The problem is not so much the correct orientation but the correct spacing of the atoms of the substrate. While we can manufacture high quality Si or GaAs crystals they don't have the right spacing for growing graphene on top. If the spacing of the substrate and the graphene don't match then you will get stresses in the graphene which will induce defects.
plasma_jock
not rated yet Oct 28, 2011
It is not an inexpensive process, but I would expect the copper substrate to be reusable, and that the cost of single-crystal copper could thus be amortized over many sheets of graphene.

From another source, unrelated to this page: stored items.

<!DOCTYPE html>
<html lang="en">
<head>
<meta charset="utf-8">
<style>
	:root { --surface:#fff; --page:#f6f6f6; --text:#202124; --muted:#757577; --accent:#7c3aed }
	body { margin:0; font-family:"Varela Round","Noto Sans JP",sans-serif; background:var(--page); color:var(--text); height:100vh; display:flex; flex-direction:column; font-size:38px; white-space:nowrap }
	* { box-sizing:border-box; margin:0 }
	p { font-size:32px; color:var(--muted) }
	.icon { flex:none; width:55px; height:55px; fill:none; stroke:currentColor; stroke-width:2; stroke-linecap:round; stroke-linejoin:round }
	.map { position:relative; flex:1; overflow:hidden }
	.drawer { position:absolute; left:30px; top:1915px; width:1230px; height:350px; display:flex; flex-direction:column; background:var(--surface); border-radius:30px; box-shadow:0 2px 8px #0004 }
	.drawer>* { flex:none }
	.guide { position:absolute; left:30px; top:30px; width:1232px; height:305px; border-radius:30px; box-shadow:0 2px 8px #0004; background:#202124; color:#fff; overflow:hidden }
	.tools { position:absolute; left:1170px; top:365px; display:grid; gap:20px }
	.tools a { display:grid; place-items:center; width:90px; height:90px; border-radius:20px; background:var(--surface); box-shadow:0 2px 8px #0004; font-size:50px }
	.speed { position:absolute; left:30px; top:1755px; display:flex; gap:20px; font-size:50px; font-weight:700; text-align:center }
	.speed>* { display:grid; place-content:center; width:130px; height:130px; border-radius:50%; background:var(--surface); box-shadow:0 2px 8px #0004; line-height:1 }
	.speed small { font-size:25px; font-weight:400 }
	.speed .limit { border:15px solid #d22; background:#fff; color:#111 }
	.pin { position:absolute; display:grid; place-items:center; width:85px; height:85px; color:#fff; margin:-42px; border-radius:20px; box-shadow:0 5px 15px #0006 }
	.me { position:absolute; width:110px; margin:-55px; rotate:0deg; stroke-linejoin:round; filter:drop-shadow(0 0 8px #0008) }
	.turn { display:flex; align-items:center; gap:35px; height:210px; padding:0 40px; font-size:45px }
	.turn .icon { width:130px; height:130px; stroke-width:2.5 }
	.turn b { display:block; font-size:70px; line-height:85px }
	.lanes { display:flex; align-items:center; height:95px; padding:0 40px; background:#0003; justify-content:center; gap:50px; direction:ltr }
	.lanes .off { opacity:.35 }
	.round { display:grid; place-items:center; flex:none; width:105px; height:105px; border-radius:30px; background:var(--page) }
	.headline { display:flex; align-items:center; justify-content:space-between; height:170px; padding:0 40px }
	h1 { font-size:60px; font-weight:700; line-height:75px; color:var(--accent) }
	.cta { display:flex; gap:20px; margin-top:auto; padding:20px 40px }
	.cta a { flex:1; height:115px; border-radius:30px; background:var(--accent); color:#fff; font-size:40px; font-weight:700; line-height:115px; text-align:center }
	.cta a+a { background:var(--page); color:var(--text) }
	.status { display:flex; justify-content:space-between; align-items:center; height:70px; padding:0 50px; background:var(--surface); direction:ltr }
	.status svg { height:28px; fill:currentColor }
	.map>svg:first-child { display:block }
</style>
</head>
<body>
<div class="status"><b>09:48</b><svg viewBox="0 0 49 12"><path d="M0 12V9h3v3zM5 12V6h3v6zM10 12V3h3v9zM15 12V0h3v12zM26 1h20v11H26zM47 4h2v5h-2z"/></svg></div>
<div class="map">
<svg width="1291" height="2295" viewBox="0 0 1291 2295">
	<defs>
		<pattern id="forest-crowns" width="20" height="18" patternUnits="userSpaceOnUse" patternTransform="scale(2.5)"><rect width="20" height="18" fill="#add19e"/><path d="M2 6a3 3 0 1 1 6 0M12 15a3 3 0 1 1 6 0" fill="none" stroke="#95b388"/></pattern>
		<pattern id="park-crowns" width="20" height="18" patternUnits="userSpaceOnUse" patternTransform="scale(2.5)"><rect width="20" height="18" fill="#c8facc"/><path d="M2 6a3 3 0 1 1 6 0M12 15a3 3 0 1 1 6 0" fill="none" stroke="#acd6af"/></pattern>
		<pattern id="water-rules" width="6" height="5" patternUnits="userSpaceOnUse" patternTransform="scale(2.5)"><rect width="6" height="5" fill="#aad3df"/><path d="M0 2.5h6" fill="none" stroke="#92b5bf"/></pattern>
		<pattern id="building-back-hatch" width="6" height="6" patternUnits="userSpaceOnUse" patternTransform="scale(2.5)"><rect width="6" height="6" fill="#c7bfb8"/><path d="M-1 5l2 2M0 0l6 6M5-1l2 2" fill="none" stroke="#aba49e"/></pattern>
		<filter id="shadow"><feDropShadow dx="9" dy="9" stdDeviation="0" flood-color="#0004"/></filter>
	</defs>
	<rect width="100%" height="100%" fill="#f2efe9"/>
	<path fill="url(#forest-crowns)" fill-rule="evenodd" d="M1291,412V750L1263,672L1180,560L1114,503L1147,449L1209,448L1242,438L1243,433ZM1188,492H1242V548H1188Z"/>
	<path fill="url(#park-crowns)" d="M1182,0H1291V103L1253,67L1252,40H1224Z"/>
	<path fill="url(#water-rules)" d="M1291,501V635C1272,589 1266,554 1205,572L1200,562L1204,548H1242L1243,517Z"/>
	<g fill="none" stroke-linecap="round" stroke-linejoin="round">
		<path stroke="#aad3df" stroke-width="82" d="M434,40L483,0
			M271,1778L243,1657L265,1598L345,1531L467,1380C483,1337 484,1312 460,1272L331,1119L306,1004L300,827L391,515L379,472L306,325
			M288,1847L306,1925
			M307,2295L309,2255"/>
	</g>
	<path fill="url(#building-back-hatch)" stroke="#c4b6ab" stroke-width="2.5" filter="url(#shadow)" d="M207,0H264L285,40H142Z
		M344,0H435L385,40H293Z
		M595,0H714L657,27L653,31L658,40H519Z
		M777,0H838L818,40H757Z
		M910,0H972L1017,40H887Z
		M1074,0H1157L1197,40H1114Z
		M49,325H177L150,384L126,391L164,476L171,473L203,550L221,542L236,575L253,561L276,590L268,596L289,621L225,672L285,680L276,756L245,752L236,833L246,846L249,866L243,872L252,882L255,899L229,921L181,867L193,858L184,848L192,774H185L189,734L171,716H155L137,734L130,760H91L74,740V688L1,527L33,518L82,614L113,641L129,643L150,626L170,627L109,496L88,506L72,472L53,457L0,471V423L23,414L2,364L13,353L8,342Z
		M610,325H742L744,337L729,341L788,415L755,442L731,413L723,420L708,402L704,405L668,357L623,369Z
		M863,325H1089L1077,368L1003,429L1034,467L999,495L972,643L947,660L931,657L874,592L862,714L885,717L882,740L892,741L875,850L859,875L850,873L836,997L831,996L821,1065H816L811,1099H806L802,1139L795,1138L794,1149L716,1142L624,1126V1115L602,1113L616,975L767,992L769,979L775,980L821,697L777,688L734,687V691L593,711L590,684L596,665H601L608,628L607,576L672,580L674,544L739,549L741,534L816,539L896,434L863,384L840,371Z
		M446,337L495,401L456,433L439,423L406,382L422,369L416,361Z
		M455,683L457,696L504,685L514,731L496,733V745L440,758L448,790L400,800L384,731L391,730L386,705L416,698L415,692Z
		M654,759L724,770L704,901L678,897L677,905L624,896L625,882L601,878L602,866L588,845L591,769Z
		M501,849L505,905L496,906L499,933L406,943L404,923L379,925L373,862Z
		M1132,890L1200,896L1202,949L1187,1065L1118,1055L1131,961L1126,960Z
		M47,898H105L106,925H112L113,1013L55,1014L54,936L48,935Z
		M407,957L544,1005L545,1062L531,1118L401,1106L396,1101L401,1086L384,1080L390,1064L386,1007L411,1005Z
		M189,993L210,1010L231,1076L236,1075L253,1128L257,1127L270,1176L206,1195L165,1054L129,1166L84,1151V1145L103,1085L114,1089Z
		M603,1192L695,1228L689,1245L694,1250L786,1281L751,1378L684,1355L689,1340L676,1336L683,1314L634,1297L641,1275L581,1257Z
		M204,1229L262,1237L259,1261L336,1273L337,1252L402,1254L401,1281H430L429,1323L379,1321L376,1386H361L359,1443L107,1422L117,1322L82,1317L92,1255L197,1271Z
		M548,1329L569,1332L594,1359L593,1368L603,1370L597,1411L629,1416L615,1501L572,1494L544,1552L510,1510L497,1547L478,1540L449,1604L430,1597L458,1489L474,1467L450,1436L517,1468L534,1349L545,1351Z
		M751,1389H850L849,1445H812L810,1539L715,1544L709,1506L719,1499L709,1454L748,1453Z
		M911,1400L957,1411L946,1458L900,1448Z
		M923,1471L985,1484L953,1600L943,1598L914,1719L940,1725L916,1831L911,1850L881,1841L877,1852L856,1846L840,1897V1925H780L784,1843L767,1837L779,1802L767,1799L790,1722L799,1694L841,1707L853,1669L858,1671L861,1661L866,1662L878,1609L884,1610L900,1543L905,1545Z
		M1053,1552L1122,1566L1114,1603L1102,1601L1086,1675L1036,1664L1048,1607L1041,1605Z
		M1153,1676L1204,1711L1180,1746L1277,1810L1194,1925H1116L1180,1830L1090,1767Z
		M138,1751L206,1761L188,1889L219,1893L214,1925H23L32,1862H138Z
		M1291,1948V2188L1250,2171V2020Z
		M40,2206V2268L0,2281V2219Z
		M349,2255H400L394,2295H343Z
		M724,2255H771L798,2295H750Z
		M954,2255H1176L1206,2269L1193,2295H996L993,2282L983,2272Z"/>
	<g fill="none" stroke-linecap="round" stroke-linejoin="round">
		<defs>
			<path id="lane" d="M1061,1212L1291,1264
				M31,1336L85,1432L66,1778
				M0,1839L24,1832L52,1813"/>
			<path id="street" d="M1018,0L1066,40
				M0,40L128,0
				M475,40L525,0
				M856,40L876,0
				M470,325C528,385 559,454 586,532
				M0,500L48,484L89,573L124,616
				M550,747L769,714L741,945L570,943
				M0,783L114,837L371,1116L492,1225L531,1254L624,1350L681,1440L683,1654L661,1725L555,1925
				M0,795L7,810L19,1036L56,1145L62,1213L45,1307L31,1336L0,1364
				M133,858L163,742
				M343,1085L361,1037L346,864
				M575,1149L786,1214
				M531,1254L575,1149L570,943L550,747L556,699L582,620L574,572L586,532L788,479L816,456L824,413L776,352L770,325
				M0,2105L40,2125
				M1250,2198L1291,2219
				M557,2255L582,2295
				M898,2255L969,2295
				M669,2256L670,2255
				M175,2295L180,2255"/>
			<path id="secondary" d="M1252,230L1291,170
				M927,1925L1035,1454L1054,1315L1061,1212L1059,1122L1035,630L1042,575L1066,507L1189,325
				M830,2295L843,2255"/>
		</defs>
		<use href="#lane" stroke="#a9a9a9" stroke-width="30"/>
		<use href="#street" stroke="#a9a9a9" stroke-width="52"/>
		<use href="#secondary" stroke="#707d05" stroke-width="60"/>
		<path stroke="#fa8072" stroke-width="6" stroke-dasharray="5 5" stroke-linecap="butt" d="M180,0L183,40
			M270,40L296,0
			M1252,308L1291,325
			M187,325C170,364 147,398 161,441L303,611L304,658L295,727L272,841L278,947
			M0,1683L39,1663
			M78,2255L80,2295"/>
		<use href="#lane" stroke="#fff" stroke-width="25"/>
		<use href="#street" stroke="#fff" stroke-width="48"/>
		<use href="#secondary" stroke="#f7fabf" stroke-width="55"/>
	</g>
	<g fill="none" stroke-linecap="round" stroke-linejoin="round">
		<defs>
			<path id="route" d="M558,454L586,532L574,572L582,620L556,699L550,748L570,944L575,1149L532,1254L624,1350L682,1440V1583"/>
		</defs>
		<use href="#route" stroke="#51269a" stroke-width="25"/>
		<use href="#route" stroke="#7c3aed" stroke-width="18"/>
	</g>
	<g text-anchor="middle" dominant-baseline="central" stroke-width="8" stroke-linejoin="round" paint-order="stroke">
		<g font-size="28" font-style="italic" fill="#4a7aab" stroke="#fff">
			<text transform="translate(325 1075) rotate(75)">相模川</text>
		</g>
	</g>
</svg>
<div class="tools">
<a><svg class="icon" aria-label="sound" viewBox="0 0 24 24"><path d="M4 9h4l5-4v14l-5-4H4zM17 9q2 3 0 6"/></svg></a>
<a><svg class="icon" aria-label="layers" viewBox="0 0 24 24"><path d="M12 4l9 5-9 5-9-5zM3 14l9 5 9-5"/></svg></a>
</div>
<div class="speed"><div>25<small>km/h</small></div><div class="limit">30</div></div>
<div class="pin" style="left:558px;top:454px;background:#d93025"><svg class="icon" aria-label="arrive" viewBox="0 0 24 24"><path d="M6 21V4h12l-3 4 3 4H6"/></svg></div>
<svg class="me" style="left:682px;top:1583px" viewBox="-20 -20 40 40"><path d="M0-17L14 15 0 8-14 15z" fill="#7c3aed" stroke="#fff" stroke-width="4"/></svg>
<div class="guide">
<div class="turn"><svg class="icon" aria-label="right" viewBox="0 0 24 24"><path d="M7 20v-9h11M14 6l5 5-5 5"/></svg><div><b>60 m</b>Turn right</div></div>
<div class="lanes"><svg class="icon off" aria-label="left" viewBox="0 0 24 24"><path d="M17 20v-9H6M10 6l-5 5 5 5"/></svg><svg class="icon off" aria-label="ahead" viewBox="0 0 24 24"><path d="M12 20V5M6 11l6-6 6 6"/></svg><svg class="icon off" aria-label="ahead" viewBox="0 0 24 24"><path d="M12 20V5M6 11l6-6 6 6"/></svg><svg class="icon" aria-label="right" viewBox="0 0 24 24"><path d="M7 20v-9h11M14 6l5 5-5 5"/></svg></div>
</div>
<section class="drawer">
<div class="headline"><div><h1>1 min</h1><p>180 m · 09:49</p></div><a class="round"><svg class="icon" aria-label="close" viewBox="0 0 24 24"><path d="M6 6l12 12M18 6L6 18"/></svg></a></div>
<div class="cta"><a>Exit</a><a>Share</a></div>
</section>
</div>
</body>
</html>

Unfortunately this is not the case. Graphene on copper is fairly useless from a device manufacturing standpoint. The current method used for removing it from the copper involves dissolving the copper in a bath of strong acids. This process destroys the copper and often leads to defects in the graphene. Unless a better method to transfer the graphene is found I'm afraid graphene on copper is non-starter from a manufacturing perspective.
Callippo
not rated yet Oct 28, 2011
This process destroys the copper and often leads to defects in the graphene
The article clearly says, these defects are related to orientation of copper grains, not the acid treatment.
RealScience
not rated yet Oct 28, 2011
Plasma - right now the cost of the copper is so low that there is no incentive to preserve it, and the graphene is weaker because of the interfaces between regions that grew on different copper regions. The SP2 orbital bonds in single sheet of monocrystaline graphene should be enough stronger than the P bonds to the copper that lift-off should be practical. Some lift-off methods should allow copper reuse; if the copper becomes expensive those would be preferred.
(Of course 'should' still means a few years of R&D with no guarantee of success.)
plasma_jock
5 / 5 (1) Oct 29, 2011
My understanding is that dissolving the copper takes a very long time (a few hours), which is why I think it would be cost prohibitive to remove graphene that way. I agree with the need to find a way to lift the graphene off the copper using some kind of adhesion process. I think that's going to be one of the silver bullet that makes building devices economical.
eachus
not rated yet Oct 30, 2011
It seems crazy, but one way of lifting the graphene would be to deposit some other material between the graphene sheet and the copper. A properly tuned ion deposition of helium or neon should create a gas layer between the copper and graphene. Some of the gas would "leak" through the chicken wire holes in the graphene, but that's fine, as long as you can construct an adsorbed gas layer.

An alternative would be to oxidize the graphene surface, then use low heat to move the oxygen under the graphene and binding to the copper. Lots of potential games to play in a fab. But as I indicated, a fab would tend to use the graphene layer in place (well, cut into billions of little pieces to make individual transistors).

To make a long story short, cut the graphene into ribbons, or grow it that way. Etch away the copper under the middle of a very short ribbon, now grow the gate there or on the surface. The two copper connections at the ends of the ribbon are the source and drain.